With the delight and happiness that Maeve's teeth have brought, there is also total insanity. The specter of her four month sleep regression has come back to haunt me in the guise of her eight month sleep regression. Of course, she's only just coming up on 7 months, but Maeve is a born overachiever. She sleeps for no more than two hours at a stretch now, although she's been napping okay. But yesterday, on top of the lack of sleep, I have a cold, my arthritis is flaring up in my wrists, and I fell in the shower last night and banged my knee so badly it swelled up and is still pretty sore. Oh, and she woke up at 5 this morning, and wasn't having anything to do with going back to sleep.
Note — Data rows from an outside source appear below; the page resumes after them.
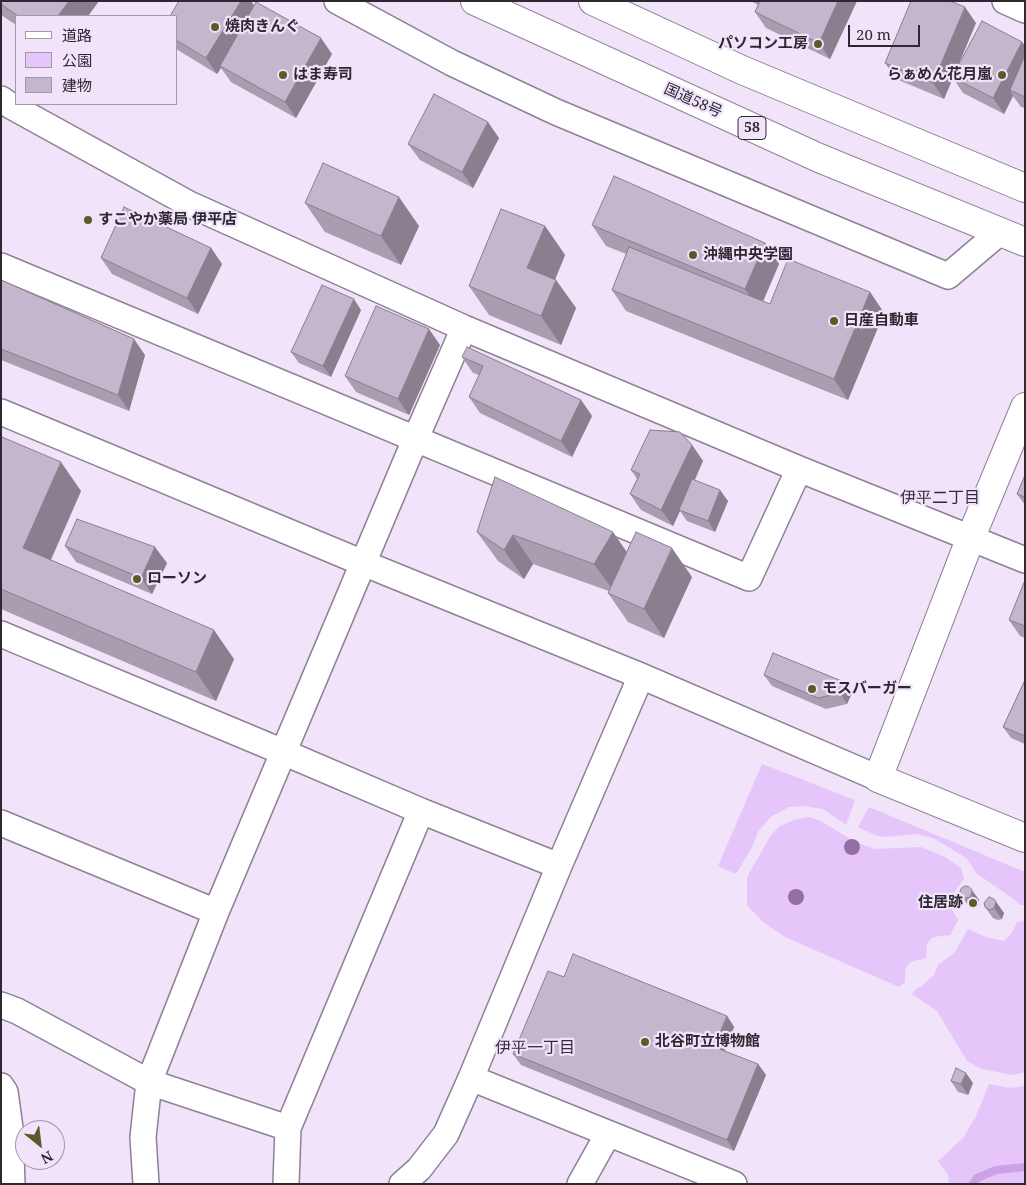 <!DOCTYPE html>
<meta charset="utf-8">
<style>
body{margin:0}
#map{position:relative;width:1026px;height:1185px;overflow:hidden;background:#f1e3fa;font-family:"Noto Serif","Noto Sans JP",serif}
canvas{display:block}
.frame{position:absolute;inset:0;border:2px solid #2d2831;pointer-events:none}
.legend{position:absolute;left:15px;top:15px;width:162px;height:90px;box-sizing:border-box;background:#f1e3fa;border:1px solid #a398aa;margin:0;padding:6px 9px;list-style:none;font-size:15px;color:#2d2831}
.legend li{display:flex;align-items:center;gap:10px;height:25px}
.legend b{width:25px;border:1px solid #a398aa}
.north{position:absolute;left:15px;top:1120px;width:50px;height:50px;box-sizing:border-box;background:#f1e3fa;border:1px solid #a398aa;border-radius:50%;rotate:151deg;font-size:14px;font-weight:700;line-height:20px;text-align:center;color:#2d2831}
.north::after{content:'';display:block;margin:auto;width:18px;height:22px;background:#595c2a;clip-path:polygon(50% 0,100% 100%,50% 72%,0 100%)}
.scale{position:absolute;left:848px;top:25px;width:72px;height:22px;box-sizing:border-box;border:2px solid #2d2831;border-top:0;padding-left:6px;font-size:15px;line-height:18px;white-space:nowrap;color:#2d2831;-webkit-text-stroke:4px #f1e3fa;paint-order:stroke}
</style>
<div id="map">
<canvas width="1026" height="1185"></canvas>
<div class="frame"></div>
<ul class="legend">
<li><b style="height:6px;background:#fff"></b>道路</li>
<li><b style="height:14px;background:#e6c5fa"></b>公園</li>
<li><b style="height:14px;background:#c4b6cc"></b>建物</li>
</ul>
<div class="north">N</div>
<div class="scale">20 m</div>
</div>
<script>
const context = document.querySelector('canvas').getContext('2d');
context.lineJoin = 'round';
function fillPath(path, color) { context.fillStyle = color; context.fill(path, 'evenodd'); }
const toPath = rows => new Path2D(rows.map(r => 'M' + r).join(''));
function stroke(path, color, width, dash) { context.strokeStyle = color; context.lineWidth = width; context.lineCap = dash ? 'butt' : 'round'; context.setLineDash(dash || []); context.stroke(path); }
function label(font, color, halo, rows, align = 'center') {
  context.font = font + ' "Noto Serif","Noto Sans JP",serif'; context.lineWidth = 4.5; context.setLineDash([]); context.textBaseline = 'middle'; context.strokeStyle = halo; context.fillStyle = color; for (const [text, x, y, turn = 0] of rows) {
    context.save(); context.translate(x, y); context.rotate((+turn || 0) * Math.PI / 180); context.textAlign = isNaN(turn) ? turn : align; if (halo) context.strokeText(text, 0, 0); context.fillText(text, 0, 0); context.restore();
  }
}
const green = toPath([
 [762,764,855,800,846,825,823,809,803,806,789,807,772,816,759,830,751,849,736,874,718,866],
 [869,807,1025,872,1025,905,1020,905,1015,900,976,873,968,860,960,854,933,838,916,834,885,837,875,835,858,827],
 [809,817,821,821,855,842,875,849,921,847,945,857,961,868,964,879,952,895,952,910,958,920,950,935,933,937,927,944,926,958,910,962,905,970,905,982,899,987,785,937,763,922,747,905,747,877,771,835,780,826,797,819],
 [1025,920,1025,1072,1013,1075,982,1069,967,1061,937,1011,912,994,917,988,921,987,934,975,938,965,955,952,968,929,986,937,1004,941,1011,934,1017,922],
 [989,1084,1010,1088,1025,1086,1025,1184,949,1184,948,1175,938,1161,964,1137,976,1116]
]);
const stream = toPath([
 [973,1184,977,1178,996,1170,1025,1167]
]);
const street = toPath([
 [337,1,452,63,556,112,948,276,1000,232],
 [1005,1,1025,10],
 [1,99,11,106,189,204,464,328,799,469,1025,560],
 [1,266,749,578,799,469],
 [1,412,363,563,641,676,878,778],
 [1,634,283,752,421,811,559,866],
 [1,823,216,912],
 [1,1005,17,1011,149,1082,288,1128],
 [471,1078,734,1184],
 [1,1086,5,1092,10,1128,12,1184],
 [146,1184,143,1137,149,1082,216,912,415,440,464,328],
 [286,1184,288,1128,421,811],
 [402,1184,419,1169,446,1134,471,1078,559,866,641,676],
 [580,1184,608,1134]
]);
const secondary = toPath([
 [1025,407,971,537,878,778,1025,838]
]);
const highway = toPath([
 [475,1,819,158,1025,242],
 [593,1,742,70,1025,188]
]);
const trees = [
 [852,847],
 [796,897]
];
const wall = toPath([
 [1,1,99,1,88,16,16,16,16,25,1,15],
 [179,1,251,1,254,6,332,54,296,118,231,82,221,68,217,74,176,49,176,16],
 [751,1,857,1,830,59,766,28,755,12,758,5],
 [976,23,958,65,1025,97,1025,108,1021,107,1013,96,1004,114,963,93,953,78,944,99,896,79,885,63],
 [499,138,473,188,420,160,408,144],
 [305,203,419,226,401,265,325,232],
 [592,225,765,243,779,264,763,302,770,304,870,292,884,313,848,400,626,311,612,290,626,254,606,246],
 [545,226,565,255,555,279,576,308,561,345,489,315,469,286],
 [211,248,222,264,198,314,112,274,101,258],
 [1,280,145,355,129,411,1,360],
 [361,310,331,377,299,363,291,352],
 [440,345,409,415,356,392,345,376],
 [462,357,581,400,592,416,572,457,480,413,469,397,479,375,473,373],
 [1,438,81,491,51,560,234,659,216,701,1,609],
 [692,445,703,461,695,480,728,501,715,532,687,521,680,511,673,526,641,510,630,494,637,479,631,470],
 [1025,475,1025,505,1017,494],
 [495,477,627,552,692,577,664,638,628,622,608,593,609,591,533,564,524,579,498,561,477,532],
 [65,546,167,563,152,594,76,562],
 [1025,580,1025,638,1020,636,1009,620],
 [764,675,852,693,847,704,826,709,772,686],
 [1025,680,1025,744,1011,738,1003,727],
 [971,889,979,900,979,905,976,908,970,908,960,894],
 [994,899,1004,913,1002,919,998,920,993,918,985,907],
 [564,977,727,1016,734,1027,725,1051,758,1064,766,1075,734,1151,521,1065,513,1054],
 [951,1081,973,1083,968,1095,958,1092]
]);
const shadedWall = toPath([
 [69,1,99,1,88,16,58,16],
 [241,1,251,1,257,10,220,66,221,68,217,74,206,58],
 [838,1,857,1,830,59,819,43],
 [965,7,976,23,944,99,933,83],
 [321,38,332,54,296,118,285,102],
 [1022,42,1025,45,1025,74,1010,90,1013,96,1004,114,993,98],
 [488,122,499,138,473,188,462,172],
 [399,197,419,226,401,265,381,236],
 [545,226,565,255,548,297,527,268],
 [765,243,779,264,759,310,745,289],
 [211,248,222,264,198,314,187,298],
 [556,280,576,308,561,345,541,316],
 [870,292,884,313,848,400,834,379],
 [354,299,361,310,331,377,323,366],
 [429,329,440,345,409,415,398,399],
 [134,339,145,355,129,411,118,395],
 [581,400,592,416,572,457,561,441],
 [692,445,703,461,673,526,661,510],
 [61,462,81,491,43,577,23,548],
 [720,490,728,501,715,532,708,521],
 [613,532,633,561,615,593,594,564],
 [513,535,533,564,524,579,504,550],
 [155,547,167,563,152,594,141,578],
 [672,548,692,577,664,638,644,609],
 [214,630,234,659,216,701,196,672],
 [844,682,852,693,847,704,840,693],
 [971,889,979,900,979,905,971,894],
 [994,899,1004,913,1002,919,994,908],
 [727,1016,734,1027,722,1058,714,1047],
 [758,1064,766,1075,734,1151,727,1140],
 [966,1073,973,1083,968,1095,961,1084]
]);
const building = toPath([
 [1,1,69,1,58,16,18,16,1,4,1,1],
 [179,1,241,1,206,58,176,40,176,16,170,16,179,1],
 [760,1,838,1,819,43,755,12,760,1],
 [911,1,950,1,965,7,933,83,885,63,911,1],
 [256,2,321,38,285,102,220,66,256,2],
 [982,21,1022,42,993,98,952,77,982,21],
 [1025,55,1025,97,1010,90,1025,55],
 [434,94,488,122,462,172,408,144,434,94],
 [323,163,399,197,381,236,305,203,323,163],
 [614,176,765,243,745,289,592,225,614,176],
 [124,207,211,248,187,298,101,258,124,207],
 [501,209,545,226,527,268,556,280,541,316,469,286,501,209],
 [629,247,770,304,788,259,870,292,834,379,612,290,629,247],
 [1,280,134,339,118,395,1,349,1,280],
 [322,285,354,299,323,366,291,352,322,285],
 [376,306,429,329,398,399,345,376,376,306],
 [467,347,581,400,561,441,469,397,483,366,462,357,467,347],
 [650,430,680,432,692,445,661,510,630,494,640,474,631,470,650,430],
 [2,437,61,462,23,548,214,630,196,672,1,589,1,438,2,437],
 [1025,475,1025,497,1017,494,1025,475],
 [495,477,613,532,594,564,513,535,504,550,477,532,495,477],
 [692,479,720,490,708,521,679,510,692,479],
 [77,519,155,547,141,578,65,546,77,519],
 [636,532,672,548,644,609,608,593,636,532],
 [1025,580,1025,626,1009,620,1025,580],
 [773,653,844,682,840,693,818,698,764,675,773,653],
 [1025,680,1025,736,1003,727,1025,680],
 '960 892a6 6 0 1 1 12 0a6 6 0 1 1-12 0Z',
 [989,897,994,899,996,902,994,908,990,910,985,907,984,903,989,897],
 [573,954,727,1016,714,1047,758,1064,727,1140,513,1054,548,971,564,977,573,954],
 [956,1068,966,1073,961,1084,951,1081,956,1068]
]);
const markers = [
 [215,27,5,"#595c2a"],
 [818,44,5,"#595c2a"],
 [283,75,5,"#595c2a"],
 [1002,75,5,"#595c2a"],
 [88,220,5,"#595c2a"],
 [693,255,5,"#595c2a"],
 [834,321,5,"#595c2a"],
 [137,579,5,"#595c2a"],
 [812,689,5,"#595c2a"],
 [973,903,5,"#595c2a"],
 [645,1042,5,"#595c2a"]
];
const shields = [
 [752,128,28]
];
const shieldNames = [
 ["58",752,128]
];
const poiNames = [
 ["焼肉きんぐ",225,27],
 ["パソコン工房",808,44,"right"],
 ["はま寿司",293,75],
 ["らぁめん花月嵐",992,75,"right"],
 ["すこやか薬局 伊平店",98,220],
 ["沖縄中央学園",703,255],
 ["日産自動車",844,321],
 ["ローソン",147,579],
 ["モスバーガー",822,689],
 ["住居跡",963,903,"right"],
 ["北谷町立博物館",655,1042]
];
const streetNames = [
 ["国道58号",693,101,24]
];
const neighbourhoodNames = [
 ["伊平二丁目",940,498],
 ["伊平一丁目",535,1048]
];
fillPath(green, '#e6c5fa');
stroke(stream, '#cba2e5', 8);
stroke(street, '#8e8196', 28);
stroke(secondary, '#8e8196', 30);
stroke(highway, '#8e8196', 30);
stroke(street, '#fff', 25);
stroke(secondary, '#fff', 28);
stroke(highway, '#fff', 28);
context.fillStyle = '#936fa5';
for (const [x, y] of trees) { context.beginPath(); context.arc(x, y, 8, 0, 2 * Math.PI); context.fill(); }
fillPath(wall, '#a99daf');
fillPath(shadedWall, '#897f8f');
fillPath(building, '#c4b6cc');
stroke(building, '#897f8f', 1);
for (const [x, y, r, color] of markers) { const dot = new Path2D(); dot.arc(x, y, r, 0, 2 * Math.PI); context.fillStyle = color; context.fill(dot); stroke(dot, '#f1e3fa', 2); }
for (const [x, y, w] of shields) { const box = new Path2D(); box.roundRect(x - w / 2, y - 11.5, w, 23, 4); context.fillStyle = '#f1e3fa'; context.fill(box); stroke(box, '#2d2831', 1); }
label('bold 14px', '#2d2831', null, shieldNames);
label('bold 15px', '#2d2831', '#f1e3fa', poiNames, 'left');
label('15px', '#2d2831', '#f1e3fa', streetNames);
label('16px', '#352b3c', '#f1e3fa', neighbourhoodNames);
</script>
DH very kindly took care of Maeve for me for a little while this morning so that I could decompress and tame the urge to leave my daughter on the doorstep for someone else to take care of. But now she's in the Exersaucer crying at me for whatever reason. Maybe because she wouldn't eat her applesauce for breakfast. Maybe just out of pique.
However, despite the confluence of almost sitcomically bad events, at least I get to spend the day with DH and my family tomorrow, so all I have to do is survive today. Like the Little Engine, I think I can. I think I can.